*WHAT THIS TASK INVOLVES*
Once you find the line containing "position:absolute; left:15px; bottom:12px;" in the data below, copy it and each following line exactly, up to and including the line containing "display:block; font-size:19px; white-space:nowrap", and nothing else.

*Stored data entries*
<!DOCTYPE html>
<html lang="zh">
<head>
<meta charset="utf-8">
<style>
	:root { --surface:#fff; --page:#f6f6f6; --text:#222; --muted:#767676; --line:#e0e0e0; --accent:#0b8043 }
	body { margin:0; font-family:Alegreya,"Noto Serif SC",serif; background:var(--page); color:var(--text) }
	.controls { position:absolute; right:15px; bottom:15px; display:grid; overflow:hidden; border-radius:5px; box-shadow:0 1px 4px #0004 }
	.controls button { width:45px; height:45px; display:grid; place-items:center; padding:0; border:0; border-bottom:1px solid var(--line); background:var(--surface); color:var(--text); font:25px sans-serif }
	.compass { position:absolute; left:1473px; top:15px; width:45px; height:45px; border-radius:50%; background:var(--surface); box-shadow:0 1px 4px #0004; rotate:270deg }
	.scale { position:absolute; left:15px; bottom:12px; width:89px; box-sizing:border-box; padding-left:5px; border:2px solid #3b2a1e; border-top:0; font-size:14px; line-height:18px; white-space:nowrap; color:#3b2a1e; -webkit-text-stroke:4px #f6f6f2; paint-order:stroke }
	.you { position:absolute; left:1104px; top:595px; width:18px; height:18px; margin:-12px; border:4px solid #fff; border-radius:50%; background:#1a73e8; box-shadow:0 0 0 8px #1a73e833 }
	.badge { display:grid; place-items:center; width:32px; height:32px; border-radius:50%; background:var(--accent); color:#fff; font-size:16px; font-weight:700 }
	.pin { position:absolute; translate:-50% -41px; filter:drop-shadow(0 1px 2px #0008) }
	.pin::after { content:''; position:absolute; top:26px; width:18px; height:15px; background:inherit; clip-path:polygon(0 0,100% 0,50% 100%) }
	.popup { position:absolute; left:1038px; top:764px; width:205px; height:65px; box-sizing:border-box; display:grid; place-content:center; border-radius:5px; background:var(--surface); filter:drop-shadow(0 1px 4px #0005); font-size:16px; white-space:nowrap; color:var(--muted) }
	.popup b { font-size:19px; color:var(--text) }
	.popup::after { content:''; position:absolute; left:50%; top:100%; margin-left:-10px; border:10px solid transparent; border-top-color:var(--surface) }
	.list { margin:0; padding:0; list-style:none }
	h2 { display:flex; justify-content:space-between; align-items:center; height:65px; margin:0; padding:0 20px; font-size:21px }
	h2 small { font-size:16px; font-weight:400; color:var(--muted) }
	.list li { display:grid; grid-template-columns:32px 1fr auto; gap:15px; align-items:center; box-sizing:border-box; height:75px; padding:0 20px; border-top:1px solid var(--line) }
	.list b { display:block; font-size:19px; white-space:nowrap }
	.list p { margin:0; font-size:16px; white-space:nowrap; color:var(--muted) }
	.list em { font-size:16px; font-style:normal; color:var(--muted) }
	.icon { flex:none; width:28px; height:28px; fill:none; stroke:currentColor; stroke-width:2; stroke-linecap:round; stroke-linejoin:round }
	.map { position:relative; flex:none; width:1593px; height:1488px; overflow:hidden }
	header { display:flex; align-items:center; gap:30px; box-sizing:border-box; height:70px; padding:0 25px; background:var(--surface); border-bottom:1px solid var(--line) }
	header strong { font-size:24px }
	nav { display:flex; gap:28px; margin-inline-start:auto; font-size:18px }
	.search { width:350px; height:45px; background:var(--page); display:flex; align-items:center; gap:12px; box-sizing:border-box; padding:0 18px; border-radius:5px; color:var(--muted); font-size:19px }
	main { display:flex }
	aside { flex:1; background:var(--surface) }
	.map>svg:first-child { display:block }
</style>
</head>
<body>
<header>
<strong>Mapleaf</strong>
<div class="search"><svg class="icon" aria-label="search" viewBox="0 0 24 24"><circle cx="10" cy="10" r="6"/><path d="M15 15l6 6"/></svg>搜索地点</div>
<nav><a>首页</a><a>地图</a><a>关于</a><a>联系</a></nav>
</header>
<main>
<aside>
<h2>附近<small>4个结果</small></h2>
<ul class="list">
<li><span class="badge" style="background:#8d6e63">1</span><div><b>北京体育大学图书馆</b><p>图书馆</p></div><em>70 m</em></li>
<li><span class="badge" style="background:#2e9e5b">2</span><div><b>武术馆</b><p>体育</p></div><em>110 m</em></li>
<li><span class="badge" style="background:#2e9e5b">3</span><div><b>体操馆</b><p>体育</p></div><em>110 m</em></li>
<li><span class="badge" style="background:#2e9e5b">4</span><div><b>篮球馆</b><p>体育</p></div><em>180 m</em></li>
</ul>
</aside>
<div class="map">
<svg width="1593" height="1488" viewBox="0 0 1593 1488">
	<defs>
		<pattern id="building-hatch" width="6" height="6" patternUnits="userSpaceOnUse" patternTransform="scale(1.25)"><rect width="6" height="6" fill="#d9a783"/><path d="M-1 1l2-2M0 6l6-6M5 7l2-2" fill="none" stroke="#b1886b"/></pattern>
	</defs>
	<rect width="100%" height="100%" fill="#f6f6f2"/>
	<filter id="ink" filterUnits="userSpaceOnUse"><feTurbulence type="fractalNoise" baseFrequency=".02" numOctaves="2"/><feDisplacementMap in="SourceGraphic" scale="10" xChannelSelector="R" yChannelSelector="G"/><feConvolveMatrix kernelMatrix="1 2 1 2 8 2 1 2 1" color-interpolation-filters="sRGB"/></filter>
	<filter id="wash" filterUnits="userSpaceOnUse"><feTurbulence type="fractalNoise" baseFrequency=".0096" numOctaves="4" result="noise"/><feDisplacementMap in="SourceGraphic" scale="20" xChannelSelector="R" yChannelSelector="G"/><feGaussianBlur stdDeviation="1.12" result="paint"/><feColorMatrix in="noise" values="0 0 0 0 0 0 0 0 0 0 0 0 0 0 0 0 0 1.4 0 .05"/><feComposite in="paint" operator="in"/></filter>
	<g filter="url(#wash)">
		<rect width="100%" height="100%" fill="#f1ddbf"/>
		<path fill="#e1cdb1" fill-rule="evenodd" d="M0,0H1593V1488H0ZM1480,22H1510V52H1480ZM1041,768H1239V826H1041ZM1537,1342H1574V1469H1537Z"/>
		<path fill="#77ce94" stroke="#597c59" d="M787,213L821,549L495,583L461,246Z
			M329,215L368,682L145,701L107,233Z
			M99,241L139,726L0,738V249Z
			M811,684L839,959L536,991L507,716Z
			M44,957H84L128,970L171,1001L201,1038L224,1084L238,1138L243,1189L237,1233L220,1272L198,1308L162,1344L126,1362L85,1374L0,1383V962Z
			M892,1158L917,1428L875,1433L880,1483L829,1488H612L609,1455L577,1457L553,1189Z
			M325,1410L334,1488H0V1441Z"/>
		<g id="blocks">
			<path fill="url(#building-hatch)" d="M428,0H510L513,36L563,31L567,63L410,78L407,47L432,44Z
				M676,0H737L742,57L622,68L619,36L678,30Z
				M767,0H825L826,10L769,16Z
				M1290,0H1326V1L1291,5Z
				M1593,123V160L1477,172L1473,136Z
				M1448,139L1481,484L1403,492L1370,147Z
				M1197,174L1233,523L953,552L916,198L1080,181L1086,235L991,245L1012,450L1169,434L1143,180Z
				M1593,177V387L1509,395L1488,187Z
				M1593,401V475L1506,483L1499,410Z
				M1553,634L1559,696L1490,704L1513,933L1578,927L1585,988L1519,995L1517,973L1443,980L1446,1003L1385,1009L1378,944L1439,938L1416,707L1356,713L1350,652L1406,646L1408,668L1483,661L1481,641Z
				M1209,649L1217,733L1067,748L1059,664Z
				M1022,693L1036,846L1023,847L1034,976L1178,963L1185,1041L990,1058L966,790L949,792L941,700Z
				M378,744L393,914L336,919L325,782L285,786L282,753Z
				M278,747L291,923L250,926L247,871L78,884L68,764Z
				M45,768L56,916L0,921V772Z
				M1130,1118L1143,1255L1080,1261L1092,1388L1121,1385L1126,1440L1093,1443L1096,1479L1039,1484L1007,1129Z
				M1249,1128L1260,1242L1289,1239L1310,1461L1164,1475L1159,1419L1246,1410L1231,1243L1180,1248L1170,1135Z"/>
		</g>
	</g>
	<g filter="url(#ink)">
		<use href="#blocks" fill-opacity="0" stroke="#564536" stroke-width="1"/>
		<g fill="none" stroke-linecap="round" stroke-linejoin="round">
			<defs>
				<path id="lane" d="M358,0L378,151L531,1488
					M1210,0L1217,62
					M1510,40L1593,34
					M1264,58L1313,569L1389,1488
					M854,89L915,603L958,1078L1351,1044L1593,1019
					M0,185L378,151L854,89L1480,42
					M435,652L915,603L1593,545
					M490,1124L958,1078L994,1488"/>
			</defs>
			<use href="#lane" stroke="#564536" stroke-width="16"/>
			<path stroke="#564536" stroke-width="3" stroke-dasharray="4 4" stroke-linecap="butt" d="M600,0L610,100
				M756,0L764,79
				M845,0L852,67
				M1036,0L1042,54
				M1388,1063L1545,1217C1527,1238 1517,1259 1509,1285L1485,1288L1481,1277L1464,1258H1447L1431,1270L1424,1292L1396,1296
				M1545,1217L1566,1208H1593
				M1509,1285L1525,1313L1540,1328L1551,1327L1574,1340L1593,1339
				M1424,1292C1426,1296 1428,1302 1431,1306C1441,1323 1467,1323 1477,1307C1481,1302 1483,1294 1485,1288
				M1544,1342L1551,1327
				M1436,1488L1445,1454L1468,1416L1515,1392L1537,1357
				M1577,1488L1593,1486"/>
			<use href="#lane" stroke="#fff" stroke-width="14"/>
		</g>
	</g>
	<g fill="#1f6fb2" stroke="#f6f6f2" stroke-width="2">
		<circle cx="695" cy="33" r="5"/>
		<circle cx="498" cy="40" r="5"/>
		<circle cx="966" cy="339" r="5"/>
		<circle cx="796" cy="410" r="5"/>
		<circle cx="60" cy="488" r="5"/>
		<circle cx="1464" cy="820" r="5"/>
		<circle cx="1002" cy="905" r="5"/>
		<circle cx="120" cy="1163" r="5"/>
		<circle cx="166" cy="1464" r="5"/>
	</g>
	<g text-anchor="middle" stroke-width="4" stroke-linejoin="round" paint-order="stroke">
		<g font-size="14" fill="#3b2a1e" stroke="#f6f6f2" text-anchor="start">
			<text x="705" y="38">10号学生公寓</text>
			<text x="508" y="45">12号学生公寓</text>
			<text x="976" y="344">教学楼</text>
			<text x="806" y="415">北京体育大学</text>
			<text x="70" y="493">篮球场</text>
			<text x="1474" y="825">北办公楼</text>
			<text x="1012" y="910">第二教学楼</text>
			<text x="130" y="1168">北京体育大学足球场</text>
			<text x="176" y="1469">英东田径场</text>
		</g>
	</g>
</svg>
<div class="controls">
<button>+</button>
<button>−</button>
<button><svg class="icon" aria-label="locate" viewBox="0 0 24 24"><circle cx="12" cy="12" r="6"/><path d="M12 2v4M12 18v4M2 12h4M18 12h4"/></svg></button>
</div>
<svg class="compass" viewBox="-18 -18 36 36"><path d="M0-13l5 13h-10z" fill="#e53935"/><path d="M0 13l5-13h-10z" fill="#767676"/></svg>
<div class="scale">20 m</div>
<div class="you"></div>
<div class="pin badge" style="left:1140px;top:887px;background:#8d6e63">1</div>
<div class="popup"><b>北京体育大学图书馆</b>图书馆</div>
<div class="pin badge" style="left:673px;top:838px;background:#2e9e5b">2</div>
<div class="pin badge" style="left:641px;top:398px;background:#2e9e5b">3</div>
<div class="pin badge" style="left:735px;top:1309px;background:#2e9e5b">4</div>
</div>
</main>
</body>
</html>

*RESPONSE*
	.scale { position:absolute; left:15px; bottom:12px; width:89px; box-sizing:border-box; padding-left:5px; border:2px solid #3b2a1e; border-top:0; font-size:14px; line-height:18px; white-space:nowrap; color:#3b2a1e; -webkit-text-stroke:4px #f6f6f2; paint-order:stroke }
	.you { position:absolute; left:1104px; top:595px; width:18px; height:18px; margin:-12px; border:4px solid #fff; border-radius:50%; background:#1a73e8; box-shadow:0 0 0 8px #1a73e833 }
	.badge { display:grid; place-items:center; width:32px; height:32px; border-radius:50%; background:var(--accent); color:#fff; font-size:16px; font-weight:700 }
	.pin { position:absolute; translate:-50% -41px; filter:drop-shadow(0 1px 2px #0008) }
	.pin::after { content:''; position:absolute; top:26px; width:18px; height:15px; background:inherit; clip-path:polygon(0 0,100% 0,50% 100%) }
	.popup { position:absolute; left:1038px; top:764px; width:205px; height:65px; box-sizing:border-box; display:grid; place-content:center; border-radius:5px; background:var(--surface); filter:drop-shadow(0 1px 4px #0005); font-size:16px; white-space:nowrap; color:var(--muted) }
	.popup b { font-size:19px; color:var(--text) }
	.popup::after { content:''; position:absolute; left:50%; top:100%; margin-left:-10px; border:10px solid transparent; border-top-color:var(--surface) }
	.list { margin:0; padding:0; list-style:none }
	h2 { display:flex; justify-content:space-between; align-items:center; height:65px; margin:0; padding:0 20px; font-size:21px }
	h2 small { font-size:16px; font-weight:400; color:var(--muted) }
	.list li { display:grid; grid-template-columns:32px 1fr auto; gap:15px; align-items:center; box-sizing:border-box; height:75px; padding:0 20px; border-top:1px solid var(--line) }
	.list b { display:block; font-size:19px; white-space:nowrap }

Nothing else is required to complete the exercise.